Prompt → Please find the lines in the entries below that contain the word "none", and copy each one.

Listed entries →
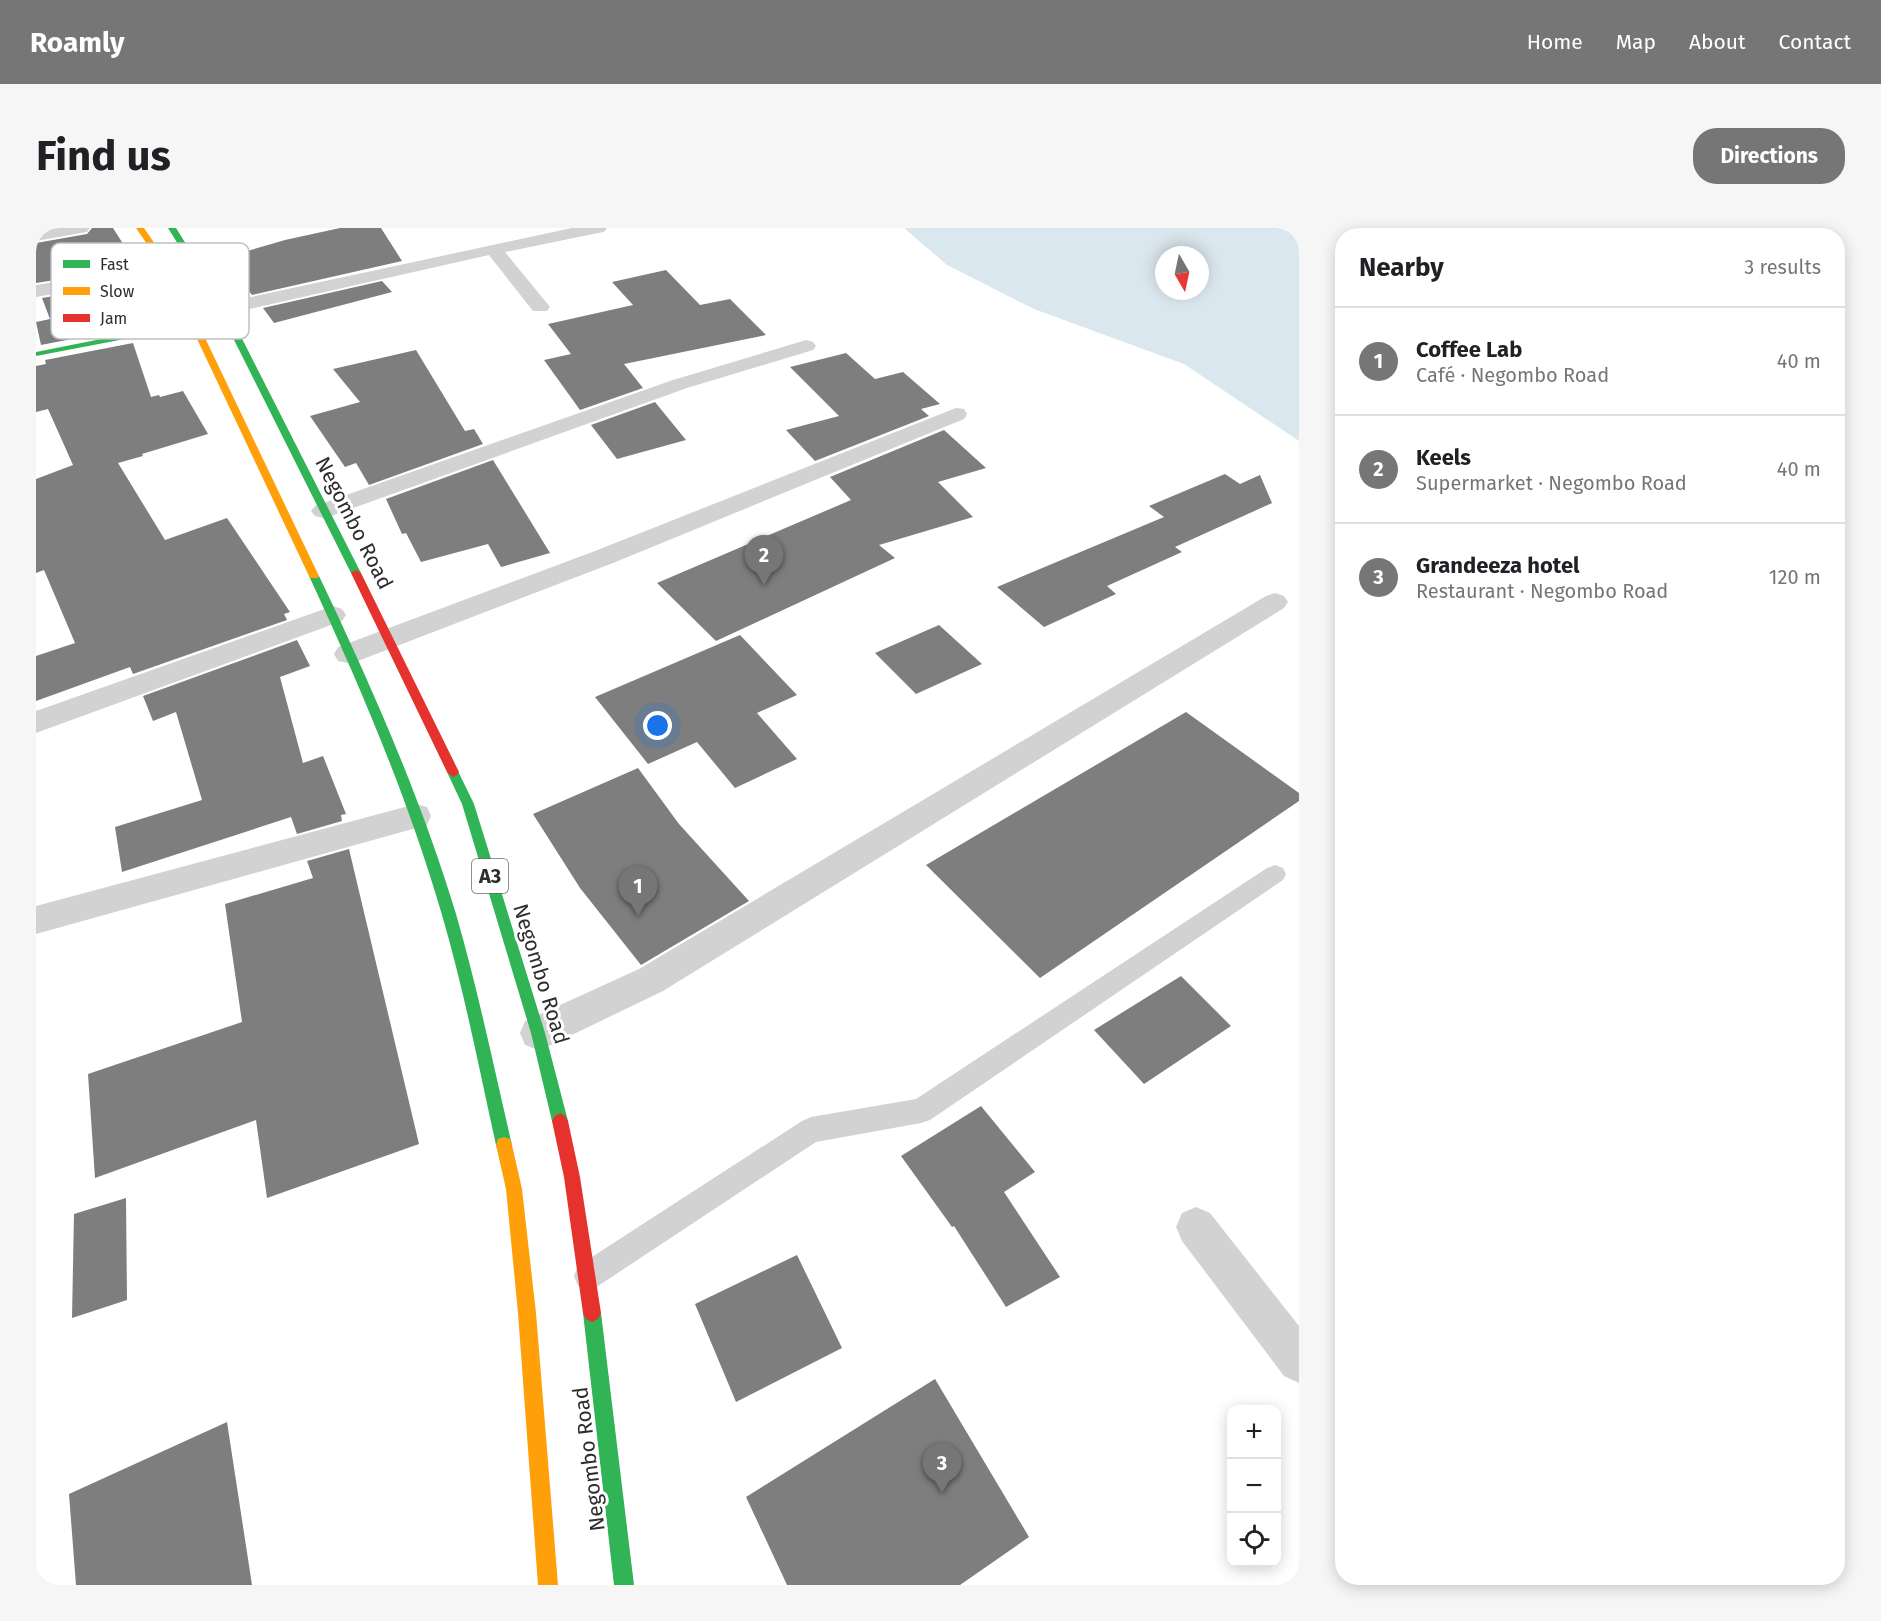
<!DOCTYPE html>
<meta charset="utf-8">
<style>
:root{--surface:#fff;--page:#f6f6f6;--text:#202124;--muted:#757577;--line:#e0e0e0;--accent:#767676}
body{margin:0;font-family:"Fira Sans",sans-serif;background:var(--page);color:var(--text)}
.controls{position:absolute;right:18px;bottom:18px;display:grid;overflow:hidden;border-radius:12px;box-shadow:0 3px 15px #0003}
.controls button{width:54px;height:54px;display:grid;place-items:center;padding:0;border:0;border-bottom:2px solid var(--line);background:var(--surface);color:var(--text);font:30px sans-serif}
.compass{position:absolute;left:1119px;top:18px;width:54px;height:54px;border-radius:50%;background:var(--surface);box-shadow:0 3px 15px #0003;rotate:171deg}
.you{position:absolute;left:622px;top:498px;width:21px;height:21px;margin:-15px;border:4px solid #fff;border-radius:50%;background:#1a73e8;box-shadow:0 0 0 9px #1a73e833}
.badge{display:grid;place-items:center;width:39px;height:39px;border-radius:50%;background:var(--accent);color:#fff;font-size:20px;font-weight:700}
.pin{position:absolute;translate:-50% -50px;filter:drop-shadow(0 2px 3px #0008)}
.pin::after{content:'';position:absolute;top:32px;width:21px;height:18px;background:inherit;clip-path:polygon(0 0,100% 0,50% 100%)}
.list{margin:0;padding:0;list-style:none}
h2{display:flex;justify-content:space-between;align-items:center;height:78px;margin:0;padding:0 24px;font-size:26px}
h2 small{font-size:20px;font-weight:400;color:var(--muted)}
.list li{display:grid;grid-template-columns:39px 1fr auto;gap:18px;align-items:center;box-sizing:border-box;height:108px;padding:0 24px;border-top:2px solid var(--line)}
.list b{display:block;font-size:22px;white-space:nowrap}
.list p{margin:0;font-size:20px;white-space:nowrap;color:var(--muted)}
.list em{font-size:20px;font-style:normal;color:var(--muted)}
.icon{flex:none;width:33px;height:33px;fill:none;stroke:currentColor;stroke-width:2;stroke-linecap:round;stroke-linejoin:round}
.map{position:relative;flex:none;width:1263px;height:1357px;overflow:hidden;border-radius:24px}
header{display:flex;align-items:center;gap:36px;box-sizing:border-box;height:84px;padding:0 30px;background:var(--accent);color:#fff}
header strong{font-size:28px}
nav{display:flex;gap:33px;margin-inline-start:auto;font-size:21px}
.intro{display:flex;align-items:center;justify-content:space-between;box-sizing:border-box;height:144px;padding:0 36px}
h1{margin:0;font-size:42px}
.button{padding:15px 27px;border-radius:24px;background:var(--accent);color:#fff;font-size:21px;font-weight:700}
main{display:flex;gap:36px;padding:0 36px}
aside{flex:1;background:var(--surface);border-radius:24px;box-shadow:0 3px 15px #0003}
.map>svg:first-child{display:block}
.water{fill:#dbe7ee;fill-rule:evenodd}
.building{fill:#7e7e7e}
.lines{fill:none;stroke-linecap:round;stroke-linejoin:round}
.lane{fill:#d2d2d2;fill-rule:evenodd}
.street{fill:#d2d2d2;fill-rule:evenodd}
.fast{fill:#30b455;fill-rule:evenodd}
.slow{fill:#ff9f0a;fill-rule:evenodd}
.jam{fill:#e5322d;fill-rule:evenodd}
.labels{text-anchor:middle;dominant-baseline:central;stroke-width:6;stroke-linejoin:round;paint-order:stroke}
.shield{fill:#fff;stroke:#6c6c6c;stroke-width:1.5}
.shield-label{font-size:20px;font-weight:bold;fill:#2d2d2d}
.street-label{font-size:21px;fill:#2d2d2d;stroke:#fff}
.key{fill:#fff;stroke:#c0c0c0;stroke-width:1.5}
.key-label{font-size:16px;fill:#2d2d2d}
</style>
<header>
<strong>Roamly</strong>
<nav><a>Home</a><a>Map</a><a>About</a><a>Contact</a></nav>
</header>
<div class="intro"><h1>Find us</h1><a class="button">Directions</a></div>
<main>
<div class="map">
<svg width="1263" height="1357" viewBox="0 0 1263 1357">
<rect width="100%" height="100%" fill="#fff"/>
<path class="water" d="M868,0H1263V213L1148,136L998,81L911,37ZM1128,27H1164V63H1128Z"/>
<path class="building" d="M56,0H77L98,33L80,37L82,42L0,55V15L51,6Z
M304,0H345L366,33L216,67L198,45V27L249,12Z
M630,42L664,77L694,71L730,107L588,136L607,160L544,182L508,132L535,126L512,96L597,77L576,54Z
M346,53L356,64L238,95L227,80Z
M90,56L105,86L89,90L92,100L5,117L0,94L14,91L6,70Z
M97,115L115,169L123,167L124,169L147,163L172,206L106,226L107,228L82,235L129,312L191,290L254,384L248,386L251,392L97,446L94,439L0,473V428L39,415L8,342L0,345V251L37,237L12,181L0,184V138L10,136L9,132Z
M380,122L429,203L438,201L447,216L333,257L320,235L309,239L274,188L324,174L297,141Z
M810,125L839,151L867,144L904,176L885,181L893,188L779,233L750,202L803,188L754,139Z
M619,174L650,212L581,231L555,197Z
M908,202L950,240L902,254L937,289L843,317L859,330L680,413L621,355L815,272L794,249Z
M457,232L514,325L465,339L452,316L385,334L370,305L366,306L350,271Z
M1189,246L1204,256L1224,247L1236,275L1139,319L1146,324L1071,358L1080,366L1008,399L961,359L1128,289L1113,278Z
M903,397L946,436L880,466L839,425Z
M704,407L761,467L721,485L761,531L699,560L661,514L612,536L559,469Z
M261,412L274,438L244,449L267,535L287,528L310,586L305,587L306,593L261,606L255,589L86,644L79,599L166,572L140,484L117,493L107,468Z
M1150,484L1263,565V573L1004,750L890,637Z
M602,540L643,596L713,673L605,737L544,660L497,586Z
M313,621L383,916L231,970L220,892L59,950L52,846L206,794L189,676L277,650L271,633Z
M1145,748L1195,798L1108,856L1058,802Z
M945,878L999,944L968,964L1024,1049L970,1079L918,998L916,999L865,928Z
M90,970L91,1072L36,1090L38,986Z
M761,1027L806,1120L700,1174L659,1076Z
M899,1151L993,1309L924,1357H751L710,1269Z
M191,1194L216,1357H40L33,1266Z"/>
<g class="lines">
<path class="lane" d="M1239,637L1247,640L1250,646L1247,652L894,892L885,895L780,914L562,1058L552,1062L542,1058L538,1048L542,1038L766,893L775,889L880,871L1231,640Z"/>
<path class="street" d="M16,0H54L51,4L45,5L0,13V3Z
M536,0H571L568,4L562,5L469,24L514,79L511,83H497L453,27L187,87L180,85L177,81L180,77L187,75Z
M132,36L138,37L141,41L138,45L0,69V57Z
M770,112L777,114L780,118L777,122L651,160L295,288L287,290L279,288L275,283L279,278L637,152Z
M920,180L928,181L931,186L928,191L577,335L322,433L312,435L302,433L298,426L302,419L559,323Z
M1239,365L1248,368L1252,374L1248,380L627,763L515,817L502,822L489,817L484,805L489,793L603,741L1230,368Z
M297,378L306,381L310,387L306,393L0,505V483Z
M380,576L391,579L395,588L391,597L0,706V678Z
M1160,979L1174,985L1263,1098V1155L1248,1148L1146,1013L1140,999L1146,985Z"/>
<path class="fast" d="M132,0H140L191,81L325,345L324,347L320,348L315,345L188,92L0,128V124L186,87Z
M278,345L283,348C335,457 385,570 420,686C442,762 458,840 476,917L474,923L468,925L462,923L460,917C443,840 428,762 406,687C372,570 324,458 273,348Z
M417,539L421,541L438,576L509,805L532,893L529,898L524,901L519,898L516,893L495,805L426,576L411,544Z
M556,1076L562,1079L565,1085L598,1357H578L547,1085L550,1079Z"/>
<path class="slow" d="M100,0H108L136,41L283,348L282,350H274L273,348L128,41Z
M468,909L474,911L476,917L486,961L500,1085L522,1357H502L482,1085L470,961L460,917L462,911Z"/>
<path class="jam" d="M320,342L325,345L423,544L421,547L417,549L411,544L315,345Z
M524,885L529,888L532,893L544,949L565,1085L562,1091L556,1094L550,1091L547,1085L528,949L516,893L519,888Z"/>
</g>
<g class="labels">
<rect class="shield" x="436" y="631" width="36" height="34" rx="4.5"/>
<g class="shield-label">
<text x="454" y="648">A3</text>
</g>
<g class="street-label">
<text transform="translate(318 295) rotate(63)">Negombo Road</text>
<text transform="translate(505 746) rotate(73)">Negombo Road</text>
<text transform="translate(553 1231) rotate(-97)">Negombo Road</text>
</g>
</g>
<rect x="15" y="15" width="198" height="96" rx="9" class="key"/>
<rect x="27" y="32" width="27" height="8" fill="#30b455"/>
<rect x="27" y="59" width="27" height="8" fill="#ff9f0a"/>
<rect x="27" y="86" width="27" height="8" fill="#e5322d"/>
<g class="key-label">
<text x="64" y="42">Fast</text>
<text x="64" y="69">Slow</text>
<text x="64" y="96">Jam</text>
</g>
</svg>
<div class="controls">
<button>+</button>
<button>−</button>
<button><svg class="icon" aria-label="locate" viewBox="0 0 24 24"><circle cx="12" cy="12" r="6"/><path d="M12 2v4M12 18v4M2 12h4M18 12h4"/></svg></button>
</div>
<svg class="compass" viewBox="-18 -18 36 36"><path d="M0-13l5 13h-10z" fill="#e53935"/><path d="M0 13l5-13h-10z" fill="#757577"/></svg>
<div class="you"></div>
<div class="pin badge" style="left:602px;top:688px">1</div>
<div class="pin badge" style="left:728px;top:357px">2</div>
<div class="pin badge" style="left:906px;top:1265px">3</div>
</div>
<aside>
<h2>Nearby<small>3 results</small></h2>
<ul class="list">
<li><span class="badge">1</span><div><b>Coffee Lab</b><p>Café · Negombo Road</p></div><em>40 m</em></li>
<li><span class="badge">2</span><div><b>Keels</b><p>Supermarket · Negombo Road</p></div><em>40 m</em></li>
<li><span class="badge">3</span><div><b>Grandeeza hotel</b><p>Restaurant · Negombo Road</p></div><em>120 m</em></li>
</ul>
</aside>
</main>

Solution for this exercise →
.list{margin:0;padding:0;list-style:none}
.icon{flex:none;width:33px;height:33px;fill:none;stroke:currentColor;stroke-width:2;stroke-linecap:round;stroke-linejoin:round}
.map{position:relative;flex:none;width:1263px;height:1357px;overflow:hidden;border-radius:24px}
.lines{fill:none;stroke-linecap:round;stroke-linejoin:round}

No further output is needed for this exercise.